Report offers 2024 Homicide Data, highlights the need for a Missing and Murdered African American Women and Girls Task Force, and examines the impact of funding instability on programs and survivors
Madison – According to the newly released annual End Domestic Abuse Wisconsin Homicide Report, 109 people in Wisconsin lost their lives to domestic violence (DV) and family violence in 2024. End Domestic Abuse Wisconsin (End Abuse) Executive Director Monique Minkens announced the release of the report during the launch of Domestic Violence Awareness Month, and as major federal funding cuts actively impact programs and survivors statewide.
“As Domestic Violence Awareness Month begins,” said Minkens, “Wisconsin domestic violence programs are scrambling to navigate severe funding instability.
Domestic violence homicide continues to be a community crisis in our state, and we are not seeing meaningful state or federal government investment to prevent it.

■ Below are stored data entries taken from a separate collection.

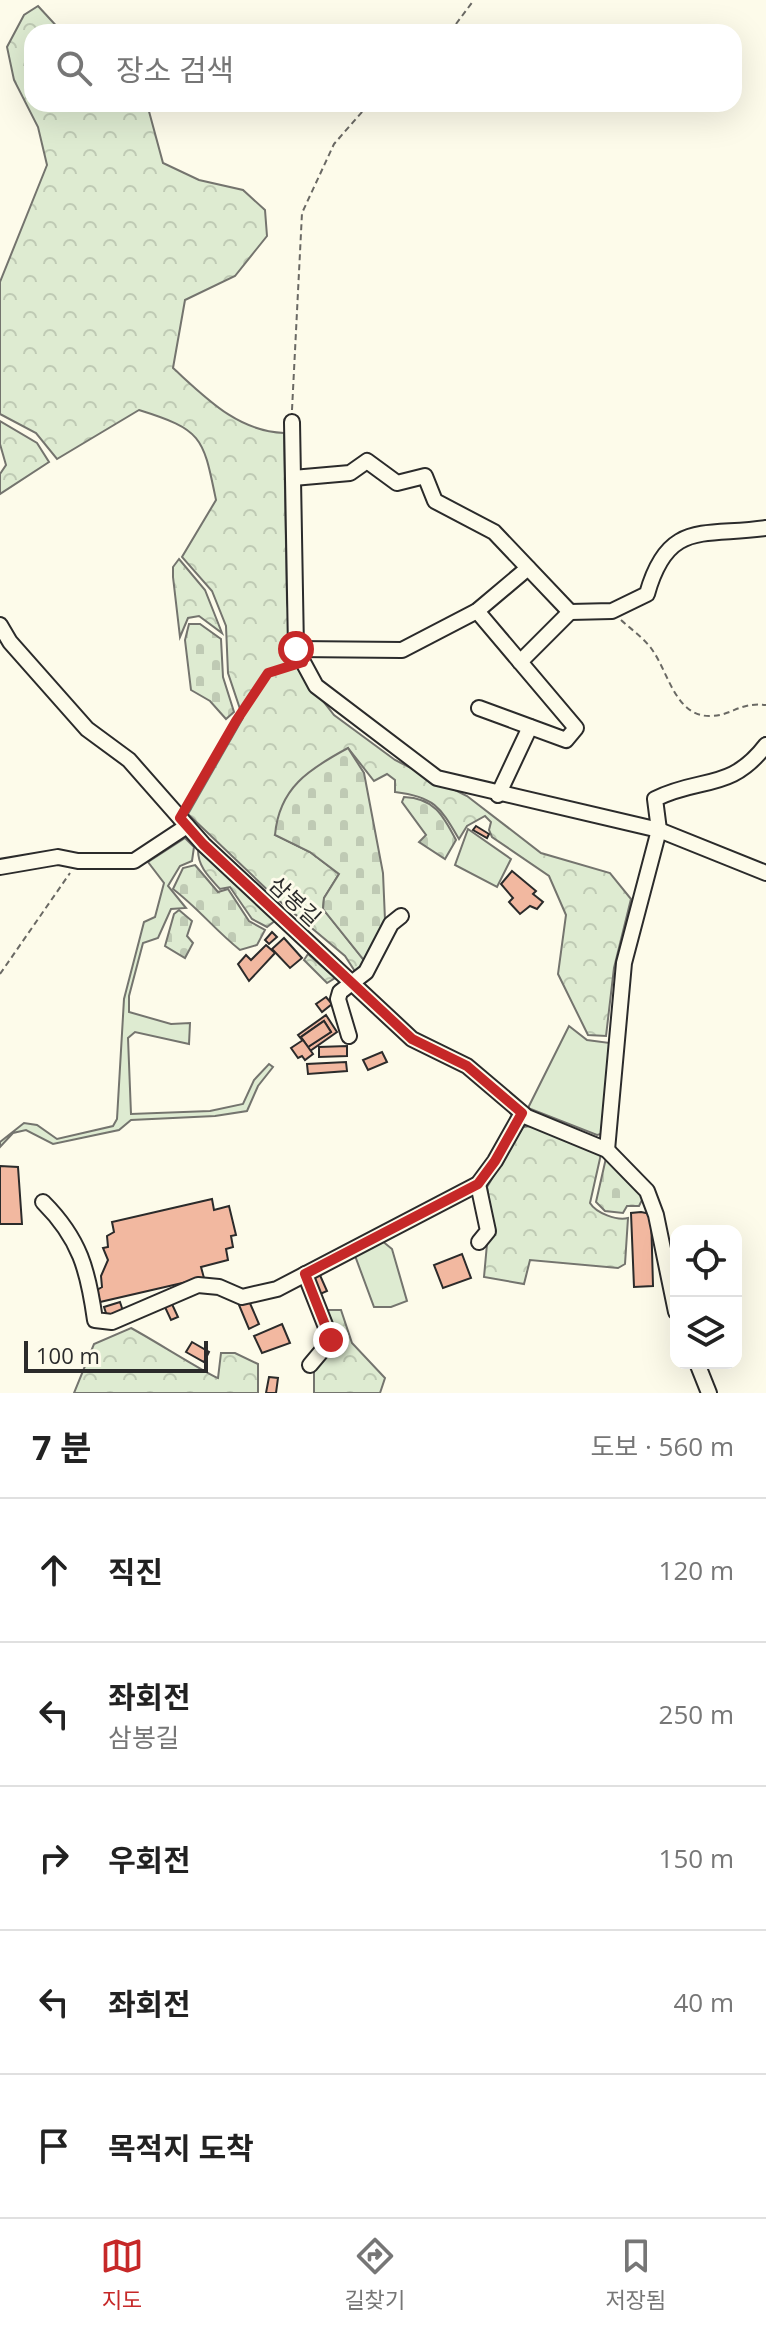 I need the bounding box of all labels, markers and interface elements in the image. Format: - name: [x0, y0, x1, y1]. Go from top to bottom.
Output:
- search box: [24, 24, 742, 112]
- icon: search: [52, 46, 96, 90]
- text: 장소 검색: [116, 49, 234, 90]
- route start: [278, 631, 314, 667]
- street label: 삼봉길: [263, 869, 328, 932]
- map controls: [670, 1225, 742, 1369]
- button: locate: [670, 1225, 742, 1297]
- button: layers: [670, 1297, 742, 1369]
- route end: [313, 1322, 349, 1358]
- scale bar: [24, 1337, 208, 1373]
- text: 100 m: [36, 1340, 100, 1370]
- text: 7 분: [32, 1424, 92, 1470]
- text: 도보 · 560 m: [590, 1428, 734, 1464]
- icon: ahead: [32, 1548, 76, 1592]
- text: 직진: [108, 1551, 163, 1592]
- text: 120 m: [659, 1552, 734, 1588]
- text: 좌회전: [108, 1676, 191, 1717]
- icon: left: [32, 1692, 76, 1736]
- text: 250 m: [659, 1696, 734, 1732]
- text: 삼봉길: [108, 1719, 180, 1755]
- icon: right: [32, 1836, 76, 1880]
- text: 우회전: [108, 1839, 191, 1880]
- text: 150 m: [659, 1840, 734, 1876]
- icon: left: [32, 1980, 76, 2024]
- text: 좌회전: [108, 1983, 191, 2024]
- text: 40 m: [673, 1984, 734, 2020]
- icon: arrive: [32, 2124, 76, 2168]
- text: 목적지 도착: [108, 2127, 254, 2168]
- tab: 지도: [100, 2234, 144, 2314]
- tab: 길찾기: [344, 2234, 405, 2314]
- tab: 저장됨: [605, 2234, 666, 2314] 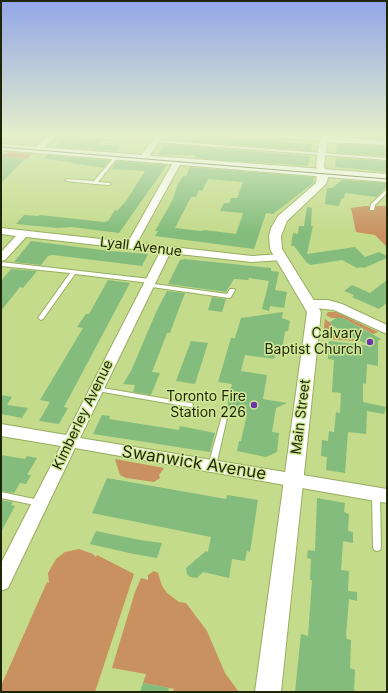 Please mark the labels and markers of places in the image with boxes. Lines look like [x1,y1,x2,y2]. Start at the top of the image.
place label: Calvary Baptist Church [264,326,362,358]
marker: Calvary Baptist Church [365,337,375,347]
place label: Toronto Fire Station 226 [166,389,246,422]
marker: Toronto Fire Station 226 [249,400,259,410] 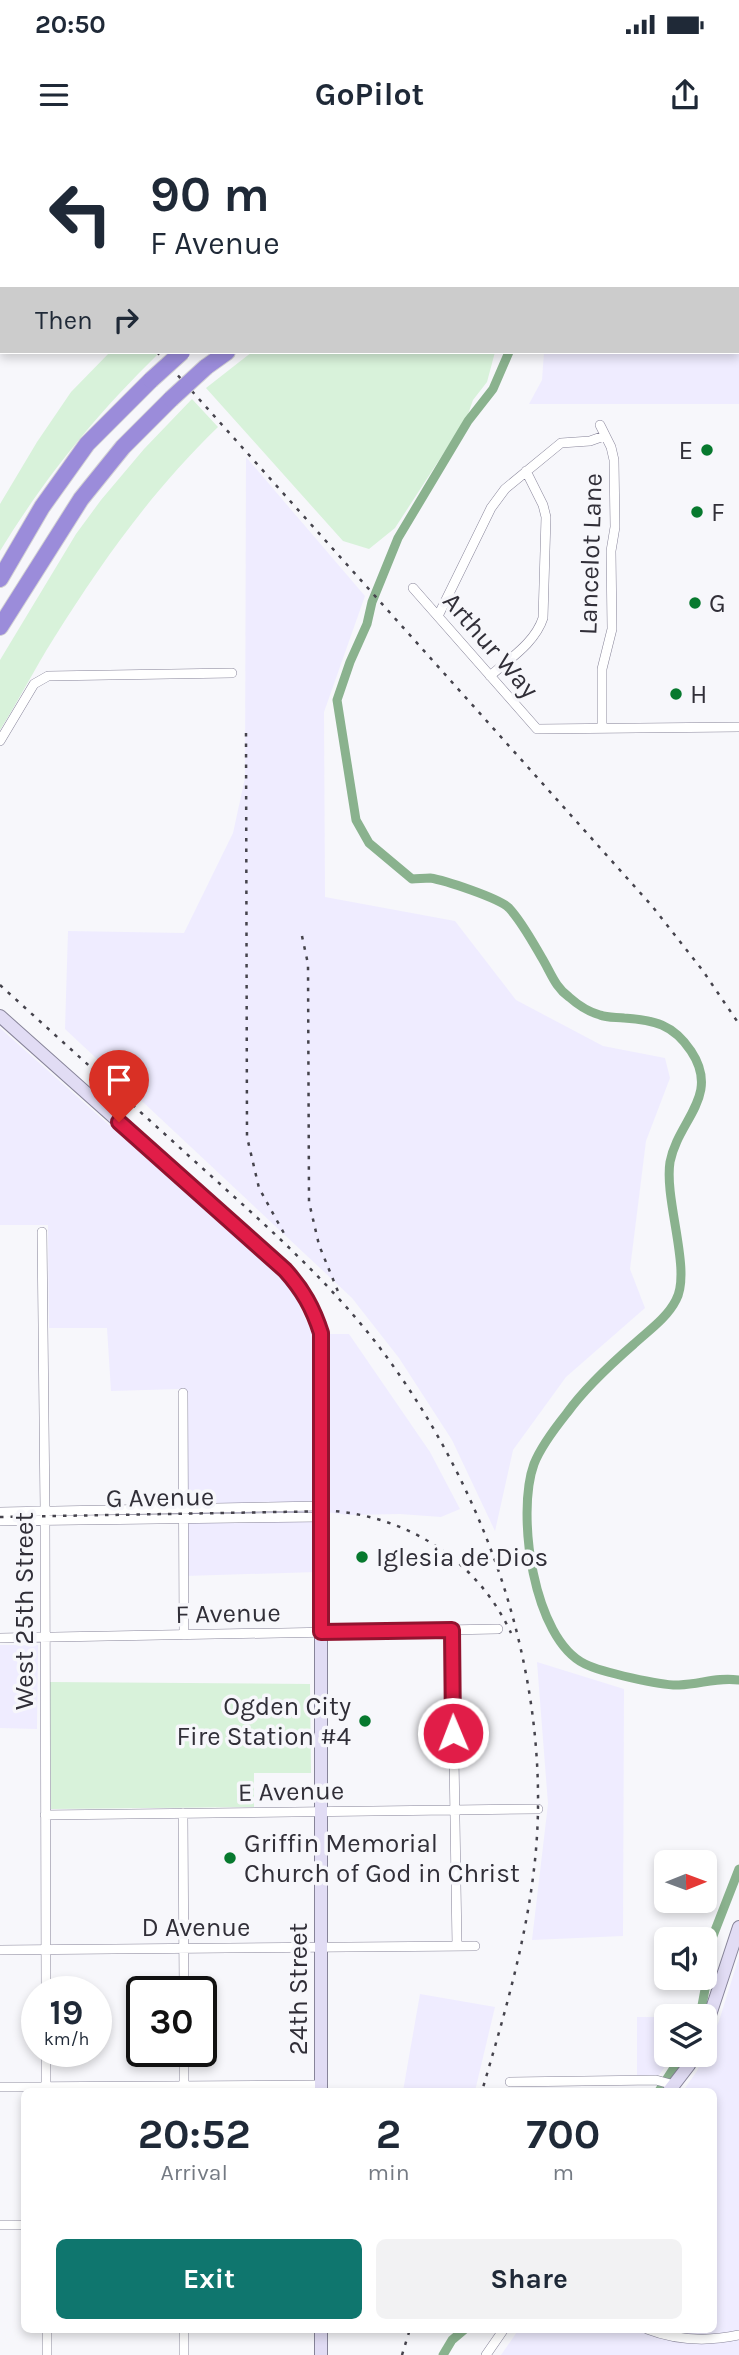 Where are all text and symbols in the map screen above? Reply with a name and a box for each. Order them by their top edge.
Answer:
text: 20:50 [35,9,106,40]
icon: menu [35,76,73,114]
text: GoPilot [315,76,424,113]
icon: share [666,76,704,114]
text: 90 m [150,166,270,223]
icon: left [35,168,126,259]
text: F Avenue [150,225,280,262]
icon: right [107,301,145,339]
text: Then [35,305,93,336]
place label: E [678,435,693,466]
marker: E [699,442,715,458]
street label: Lancelot Lane [572,473,609,635]
place label: F [711,497,725,528]
marker: F [689,504,705,520]
street label: Arthur Way [436,586,545,705]
place label: G [709,588,726,619]
marker: G [687,595,703,611]
place label: H [690,679,707,710]
marker: H [668,686,684,702]
pin [89,1050,149,1122]
icon: arrive [100,1061,138,1099]
street label: G Avenue [105,1481,215,1514]
street label: West 25th Street [9,1512,40,1710]
place label: Iglesia de Dios [376,1542,548,1573]
marker: Iglesia de Dios [354,1549,370,1565]
street label: F Avenue [175,1597,281,1630]
place label: Ogden City Fire Station #4 [177,1691,351,1752]
position arrow [416,1696,490,1770]
marker: Ogden City Fire Station #4 [357,1713,373,1729]
street label: E Avenue [238,1775,344,1808]
place label: Griffin Memorial Church of God in Christ [244,1828,520,1889]
marker: Griffin Memorial Church of God in Christ [222,1850,238,1866]
north arrow [654,1850,718,1913]
map controls [654,1850,717,2067]
street label: D Avenue [142,1912,250,1943]
street label: 24th Street [283,1922,314,2055]
button: sound [654,1927,717,1990]
speed limit sign: 30 [126,1976,217,2067]
text: 19 [50,1992,83,2033]
button: layers [654,2004,717,2067]
text: km/h [44,2028,89,2050]
text: 20:52 [138,2109,251,2159]
text: 2 [376,2109,401,2159]
text: 700 [526,2109,600,2159]
text: Arrival [161,2159,228,2186]
text: min [367,2159,410,2186]
text: m [553,2159,574,2186]
button: Exit [56,2239,362,2319]
button: Share [376,2239,682,2319]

Programs are forced to cut staff, reduce service availability, and even close their doors.”
End Abuse has produced the annual report since 2000, with the intention of honoring victims’ lives, drawing attention to the pervasiveness of domestic violence, and catalyzing change.
In 2024, domestic violence homicides took place in 27 WI counties. Approximately 53% of the homicide incidents occurred in rural areas and 47% in urban areas, with a rate of 1 death every 3.7 days and an average age of victims being 36 years old.
Past reports’ patterns re-emerge in the latest report. In 2024, 77% of perpetrators were male, reflecting that most harm-doers in domestic violence homicide cases are male. As in past years, firearms remain the most common means of perpetrating domestic violence homicides – firearms were the weapons used in 71% of domestic violence deaths in 2024.The report, as in past years, also reflects the connection between homicidality and suicidality in domestic violence cases with 14 harm-doer suicides in 2024.
In addition to data on 2024 homicides, the report offers historical, national, and global context and spotlights the impact of funding instability on programs and survivors, the need for a Missing and Murdered African American Women and Girls Task Force in Wisconsin, and tangible ideas for community response to this community crisis.
“Nationally,” said Minkens, “Black women are 6 times more likely to be killed than white women. It is far past time for our state to establish a task force to investigate and address the root causes of violence against Black women and girls. To ignore this racialized epidemic is to participate in the violence. Do not look away.”